On the domestic front Des was keen to advance conditions on the station he had co-founded at Mendi. In 1957 with exceptions such as the Residency and the hospital all buildings were of native materials. Without a school it was difficult to get experienced officers with children to accept a posting. A Supreme Court Justice rarely visited but when one did he not only slept at the Residency but had to convene his court in its living room! There was no social venue for staff and anyone fortunate enough to have some beer flown in one morning found themselves unexpectedly visited by many observant comrades that evening…. Des had a nine-hole golf course simulated to keep staff occupied at weekends. It ran across the Residency lawn, around the District Office, up and down the airstrip, while the tilapia pond formed a water hazard. The solution to this state of affairs was not unique but, my word, it was effective. The Law Department was cajoled into funding a timber Courthouse and Des ensured that when built it incorporated a Judge’s robing room equipped with a counter concealed by a shutter. It almost resembled a bar and indeed the building readily trans-morphed into the Mendi Valley Club which changed the social scene very much for the better. It provided a neutral venue for after-work relaxation – there was fierce table-tennis competition – and moderated the drinking culture. Just as importantly the Courthouse cum Club, empty during the day, provided suitable space for a classroom and in 1958 the Education Department felt able to post the excellent Miss McGrath, later to become Mrs.
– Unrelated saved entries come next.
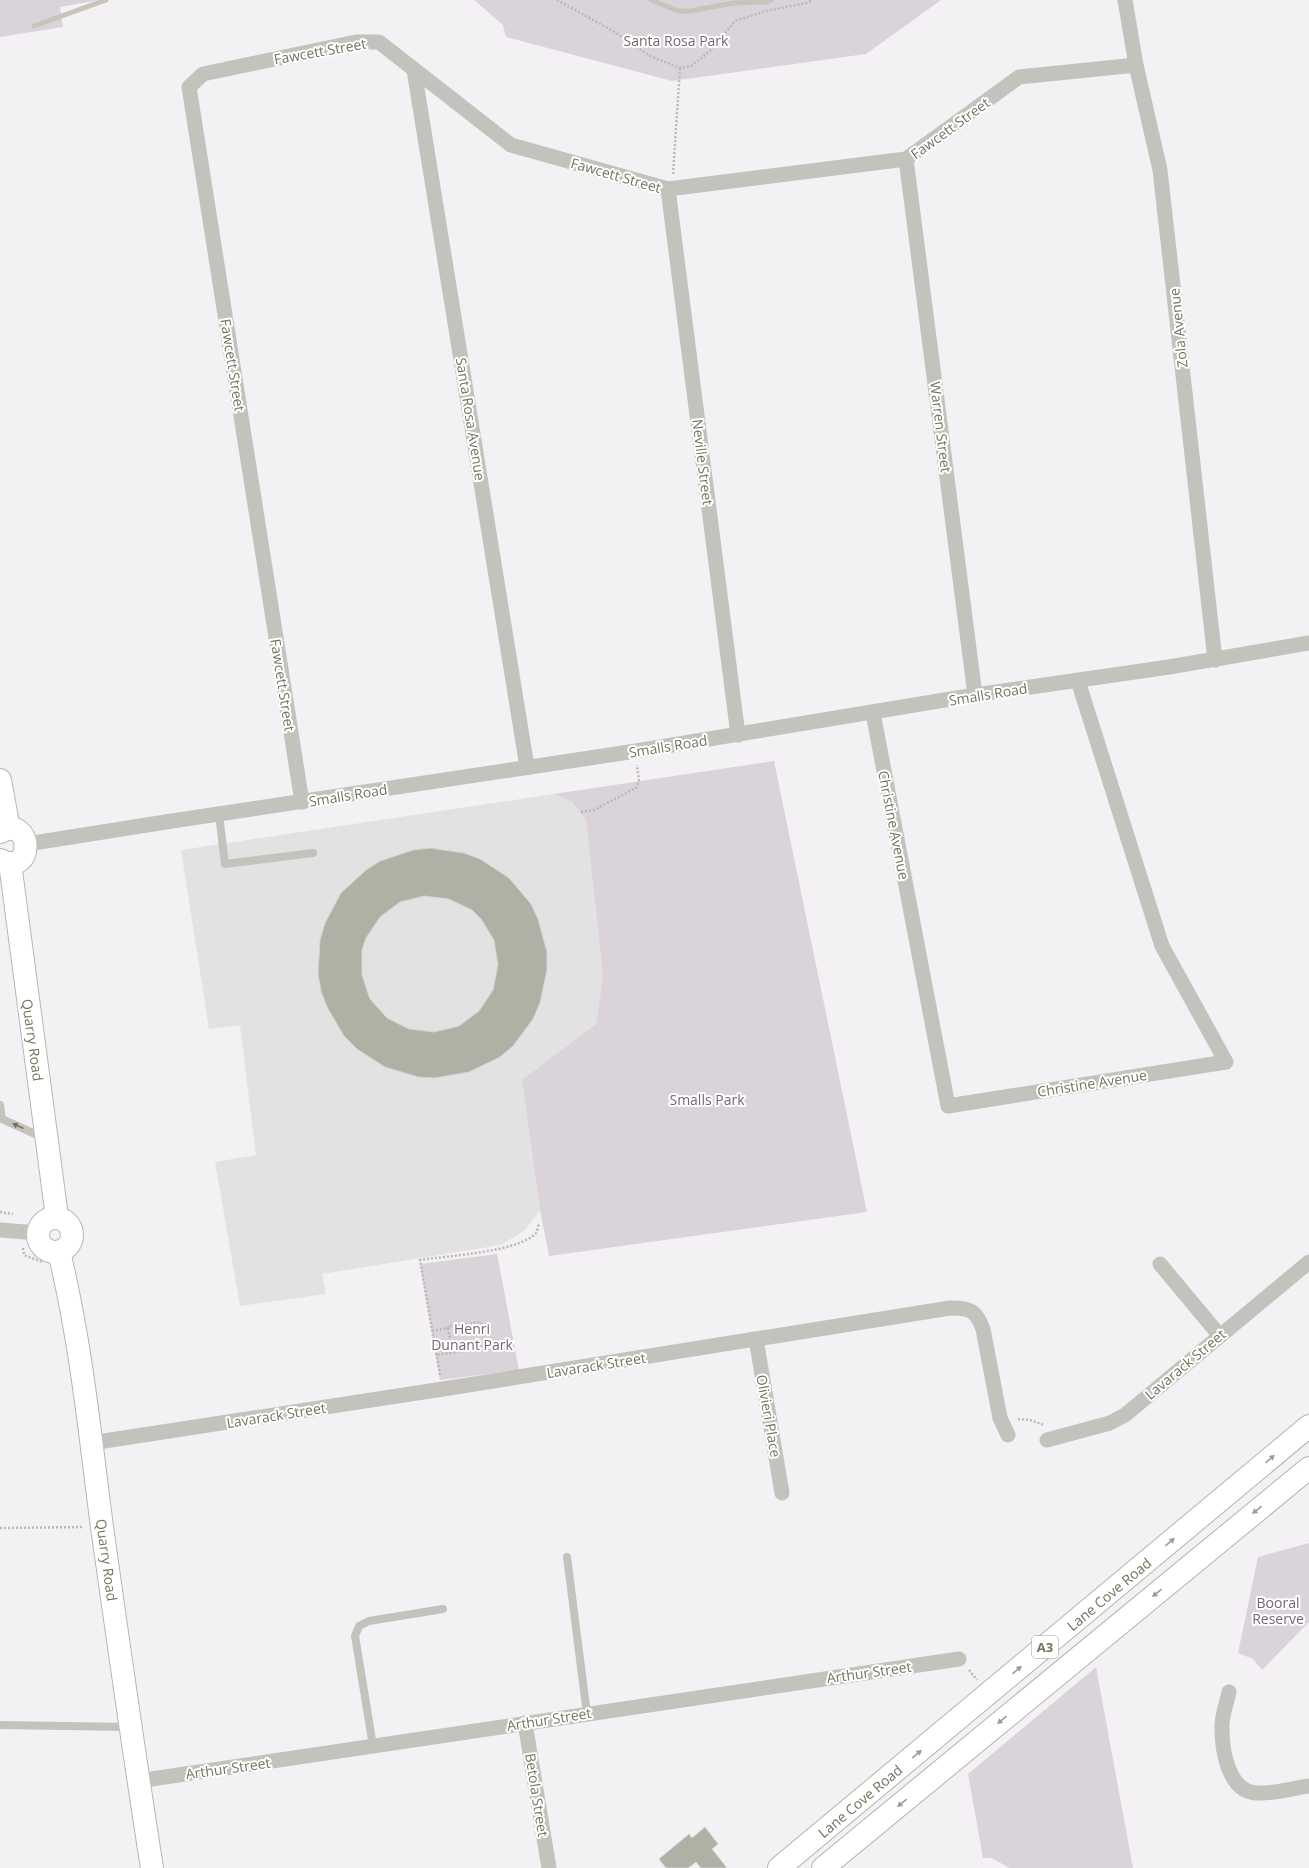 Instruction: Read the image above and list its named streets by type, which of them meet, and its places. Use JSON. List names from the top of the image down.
{
  "streets": {
    "main road": ["Quarry Road", "Lane Cove Road", "A3"],
    "street": [
      "Fawcett Street",
      "Zola Avenue",
      "Santa Rosa Avenue",
      "Warren Street",
      "Neville Street",
      "Smalls Road",
      "Christine Avenue",
      "Lavarack Street",
      "Olivieri Place",
      "Arthur Street",
      "Betola Street"
    ]
  },
  "crossings": [
    ["Fawcett Street", "Zola Avenue"],
    ["Fawcett Street", "Santa Rosa Avenue"],
    ["Fawcett Street", "Warren Street"],
    ["Fawcett Street", "Neville Street"],
    ["Fawcett Street", "Smalls Road"],
    ["Zola Avenue", "Smalls Road"],
    ["Santa Rosa Avenue", "Smalls Road"],
    ["Warren Street", "Smalls Road"],
    ["Neville Street", "Smalls Road"],
    ["Smalls Road", "Christine Avenue"],
    ["Quarry Road", "Lavarack Street"],
    ["Quarry Road", "Arthur Street"],
    ["Lavarack Street", "Olivieri Place"],
    ["Arthur Street", "Betola Street"]
  ],
  "parks": [
    "Santa Rosa Park",
    "Smalls Park",
    "Henri Dunant Park",
    "Booral Reserve"
  ]
}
Jim Sinclair, to teach the existing children plus those who then arrived at the station. Three birds with one stone – good trick, Des. Eventually the wise men at Konedobu decided that Clancy had spent too long in the bush and he should experience city life. So he was posted to Lae where he met his future wife. Lucky man. I hope Margaret won’t mind if I repeat her comment: ‘I can’t begin to say how happy I have been with him for forty-six years…..’ RIP Des.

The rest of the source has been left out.